Les députés luxembourgeois ont donné leur feu vert au projet de loi créant un comité du risque systémique à l’occasion de la session plénière du 18 mars 2015. Ce projet de loi déposé par le gouvernement en février 2014 a été adopté avec 58 voix, seuls les deux députés du parti déi Lénk ayant affiché leur opposition.

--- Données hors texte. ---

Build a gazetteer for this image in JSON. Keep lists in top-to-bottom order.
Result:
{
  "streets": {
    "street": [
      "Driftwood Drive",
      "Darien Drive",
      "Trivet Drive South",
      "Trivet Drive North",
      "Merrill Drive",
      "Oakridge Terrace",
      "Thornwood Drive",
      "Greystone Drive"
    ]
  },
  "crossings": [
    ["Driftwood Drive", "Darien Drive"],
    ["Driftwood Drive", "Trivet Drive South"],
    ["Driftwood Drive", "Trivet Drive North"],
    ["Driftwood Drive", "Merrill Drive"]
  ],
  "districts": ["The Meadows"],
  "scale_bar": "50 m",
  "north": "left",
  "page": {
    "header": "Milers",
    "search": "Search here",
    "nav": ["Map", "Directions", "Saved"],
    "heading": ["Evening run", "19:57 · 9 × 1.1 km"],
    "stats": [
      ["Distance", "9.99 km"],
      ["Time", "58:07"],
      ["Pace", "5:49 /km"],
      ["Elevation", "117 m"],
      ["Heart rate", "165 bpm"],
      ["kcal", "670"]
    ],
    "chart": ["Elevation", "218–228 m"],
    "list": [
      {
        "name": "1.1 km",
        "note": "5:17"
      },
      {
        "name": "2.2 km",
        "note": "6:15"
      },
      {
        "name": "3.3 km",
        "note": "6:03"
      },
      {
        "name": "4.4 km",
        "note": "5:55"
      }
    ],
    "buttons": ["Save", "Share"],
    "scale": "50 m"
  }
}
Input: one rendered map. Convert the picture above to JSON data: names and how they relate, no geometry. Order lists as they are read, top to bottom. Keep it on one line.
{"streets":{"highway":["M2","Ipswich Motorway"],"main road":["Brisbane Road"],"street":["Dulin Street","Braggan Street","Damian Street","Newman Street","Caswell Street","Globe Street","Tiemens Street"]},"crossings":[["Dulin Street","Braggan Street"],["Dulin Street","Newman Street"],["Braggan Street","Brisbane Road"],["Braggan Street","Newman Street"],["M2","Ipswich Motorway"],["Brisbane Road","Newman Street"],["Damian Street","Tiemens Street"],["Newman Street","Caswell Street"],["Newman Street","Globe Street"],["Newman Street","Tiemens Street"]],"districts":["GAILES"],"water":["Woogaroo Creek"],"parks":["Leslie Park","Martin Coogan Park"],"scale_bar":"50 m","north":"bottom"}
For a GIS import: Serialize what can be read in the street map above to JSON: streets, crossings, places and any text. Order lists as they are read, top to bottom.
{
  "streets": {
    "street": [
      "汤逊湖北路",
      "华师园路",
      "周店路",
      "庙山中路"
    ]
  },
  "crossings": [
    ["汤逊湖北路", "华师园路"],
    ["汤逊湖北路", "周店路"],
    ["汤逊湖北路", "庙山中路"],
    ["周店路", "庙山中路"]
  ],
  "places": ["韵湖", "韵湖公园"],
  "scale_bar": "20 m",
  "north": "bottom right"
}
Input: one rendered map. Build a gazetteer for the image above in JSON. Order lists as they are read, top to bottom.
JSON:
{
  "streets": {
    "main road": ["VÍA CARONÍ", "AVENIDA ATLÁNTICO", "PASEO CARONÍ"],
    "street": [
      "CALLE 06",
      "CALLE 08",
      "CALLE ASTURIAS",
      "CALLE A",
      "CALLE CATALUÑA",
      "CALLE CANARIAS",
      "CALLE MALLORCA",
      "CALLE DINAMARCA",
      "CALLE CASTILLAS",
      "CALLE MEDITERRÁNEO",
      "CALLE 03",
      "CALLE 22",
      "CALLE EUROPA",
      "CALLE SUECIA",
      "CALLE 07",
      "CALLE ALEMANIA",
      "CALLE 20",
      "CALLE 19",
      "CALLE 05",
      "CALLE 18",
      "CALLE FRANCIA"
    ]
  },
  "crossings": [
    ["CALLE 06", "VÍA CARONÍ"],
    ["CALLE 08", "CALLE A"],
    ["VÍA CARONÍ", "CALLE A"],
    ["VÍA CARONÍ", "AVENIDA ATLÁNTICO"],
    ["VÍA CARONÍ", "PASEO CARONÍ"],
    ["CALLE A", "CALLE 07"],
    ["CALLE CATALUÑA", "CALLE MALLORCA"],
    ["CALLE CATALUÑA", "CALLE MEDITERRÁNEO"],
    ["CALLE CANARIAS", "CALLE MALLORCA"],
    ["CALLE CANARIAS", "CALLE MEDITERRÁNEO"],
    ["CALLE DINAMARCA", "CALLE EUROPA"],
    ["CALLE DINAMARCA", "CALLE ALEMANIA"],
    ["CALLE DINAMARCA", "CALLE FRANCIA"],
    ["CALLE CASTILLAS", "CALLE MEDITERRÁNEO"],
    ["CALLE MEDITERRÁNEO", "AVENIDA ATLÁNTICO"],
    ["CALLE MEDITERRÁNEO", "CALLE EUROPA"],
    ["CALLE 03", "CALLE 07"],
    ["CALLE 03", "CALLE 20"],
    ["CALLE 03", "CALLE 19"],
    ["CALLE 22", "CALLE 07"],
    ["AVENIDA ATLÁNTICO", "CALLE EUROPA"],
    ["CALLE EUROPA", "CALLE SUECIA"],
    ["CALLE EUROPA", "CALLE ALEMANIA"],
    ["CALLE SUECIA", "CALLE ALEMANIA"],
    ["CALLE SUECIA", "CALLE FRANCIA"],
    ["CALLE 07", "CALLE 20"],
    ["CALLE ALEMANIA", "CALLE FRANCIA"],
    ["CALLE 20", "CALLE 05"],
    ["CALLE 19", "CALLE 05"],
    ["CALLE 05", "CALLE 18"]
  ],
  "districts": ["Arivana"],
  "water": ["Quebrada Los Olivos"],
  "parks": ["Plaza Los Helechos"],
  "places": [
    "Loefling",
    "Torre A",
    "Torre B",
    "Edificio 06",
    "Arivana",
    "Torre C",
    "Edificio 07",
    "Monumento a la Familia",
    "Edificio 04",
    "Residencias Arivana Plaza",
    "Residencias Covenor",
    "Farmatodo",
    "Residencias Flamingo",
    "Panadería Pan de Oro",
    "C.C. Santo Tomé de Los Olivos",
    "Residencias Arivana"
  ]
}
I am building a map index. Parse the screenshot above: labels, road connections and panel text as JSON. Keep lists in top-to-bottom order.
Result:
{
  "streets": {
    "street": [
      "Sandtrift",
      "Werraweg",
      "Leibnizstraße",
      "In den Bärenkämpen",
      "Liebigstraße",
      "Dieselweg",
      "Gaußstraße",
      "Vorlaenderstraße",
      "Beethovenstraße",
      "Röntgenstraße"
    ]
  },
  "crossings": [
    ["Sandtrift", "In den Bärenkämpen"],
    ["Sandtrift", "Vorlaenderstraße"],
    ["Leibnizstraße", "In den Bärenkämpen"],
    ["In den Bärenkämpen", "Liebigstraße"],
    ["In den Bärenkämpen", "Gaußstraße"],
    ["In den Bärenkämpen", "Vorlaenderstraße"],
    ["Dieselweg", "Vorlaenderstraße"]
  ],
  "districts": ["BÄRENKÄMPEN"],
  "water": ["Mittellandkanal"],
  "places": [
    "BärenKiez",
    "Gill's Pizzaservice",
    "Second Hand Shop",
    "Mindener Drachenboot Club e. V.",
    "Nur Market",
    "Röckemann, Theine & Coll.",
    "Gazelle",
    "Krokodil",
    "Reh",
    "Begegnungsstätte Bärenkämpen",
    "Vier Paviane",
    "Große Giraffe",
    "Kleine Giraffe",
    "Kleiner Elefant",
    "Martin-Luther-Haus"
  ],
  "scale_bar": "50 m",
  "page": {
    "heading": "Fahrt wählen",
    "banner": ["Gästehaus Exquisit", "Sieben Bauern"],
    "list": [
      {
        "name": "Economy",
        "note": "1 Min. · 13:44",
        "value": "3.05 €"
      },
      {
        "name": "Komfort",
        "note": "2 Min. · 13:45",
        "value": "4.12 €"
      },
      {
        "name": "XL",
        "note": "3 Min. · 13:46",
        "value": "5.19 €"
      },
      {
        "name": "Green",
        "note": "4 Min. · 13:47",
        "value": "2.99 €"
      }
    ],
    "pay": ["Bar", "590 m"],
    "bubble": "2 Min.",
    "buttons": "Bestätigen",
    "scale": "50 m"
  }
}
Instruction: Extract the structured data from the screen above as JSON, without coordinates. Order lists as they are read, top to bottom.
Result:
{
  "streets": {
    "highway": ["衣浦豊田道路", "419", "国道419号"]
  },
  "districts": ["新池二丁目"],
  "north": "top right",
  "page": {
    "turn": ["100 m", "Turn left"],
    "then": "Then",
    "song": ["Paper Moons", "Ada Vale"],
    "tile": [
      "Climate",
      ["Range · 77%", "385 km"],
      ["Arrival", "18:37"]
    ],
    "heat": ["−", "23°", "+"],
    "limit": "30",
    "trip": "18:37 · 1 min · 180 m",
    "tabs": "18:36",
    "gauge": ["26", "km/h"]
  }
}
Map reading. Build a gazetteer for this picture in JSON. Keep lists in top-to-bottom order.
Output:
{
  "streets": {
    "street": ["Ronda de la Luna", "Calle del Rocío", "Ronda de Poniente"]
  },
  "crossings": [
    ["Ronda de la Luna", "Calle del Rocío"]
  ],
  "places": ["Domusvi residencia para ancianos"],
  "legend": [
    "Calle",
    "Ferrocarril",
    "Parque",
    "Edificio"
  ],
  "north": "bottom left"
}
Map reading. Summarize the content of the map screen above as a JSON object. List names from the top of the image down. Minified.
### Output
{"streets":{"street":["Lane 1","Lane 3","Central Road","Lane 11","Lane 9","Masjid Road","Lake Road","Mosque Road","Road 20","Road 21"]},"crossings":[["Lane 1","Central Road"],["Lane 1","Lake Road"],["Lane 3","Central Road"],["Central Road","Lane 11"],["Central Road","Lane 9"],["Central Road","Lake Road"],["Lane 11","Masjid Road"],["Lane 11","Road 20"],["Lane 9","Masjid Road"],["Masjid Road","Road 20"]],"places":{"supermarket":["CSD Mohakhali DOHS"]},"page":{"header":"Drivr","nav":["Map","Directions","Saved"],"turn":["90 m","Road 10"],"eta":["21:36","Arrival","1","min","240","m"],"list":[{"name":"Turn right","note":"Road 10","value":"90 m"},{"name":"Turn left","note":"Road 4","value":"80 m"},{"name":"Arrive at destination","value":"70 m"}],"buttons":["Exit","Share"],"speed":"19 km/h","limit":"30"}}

La création de ce comité du risque systémique découle directement des suites de la crise financière qui a ébranlé le monde de la finance en 2008, avec toutes les conséquences qu’elle a eues sur l’économie mondiale, sans épargner le Luxembourg, comme l’a souligné le rapporteur, Eugène Berger (DP).Eugène Berger à la Chambre le 18 mars 2015

Le rapport De La Rosière commandité en 2009 par la Commission européenne avait pointé les lacunes en matière surveillance macro-prudentielle, l’approche exclusivement micro-prudentielle choisie pour la supervision du secteur financier n’ayant pas permis d’avoir la vue d’ensemble qui aurait pu permettre d’identifier les risques systémiques qui existaient, notamment en éclairant les relations d’interdépendance entre les institutions bancaires.

La création d’un Comité européen du risque systémique (CERS) a suivi de peu ces recommandations. Et cet organe de surveillance européen a émis en 2011 et 2013 des recommandations invitant chaque Etat membre à mettre en place une autorité nationale chargée de la surveillance macro-prudentielle.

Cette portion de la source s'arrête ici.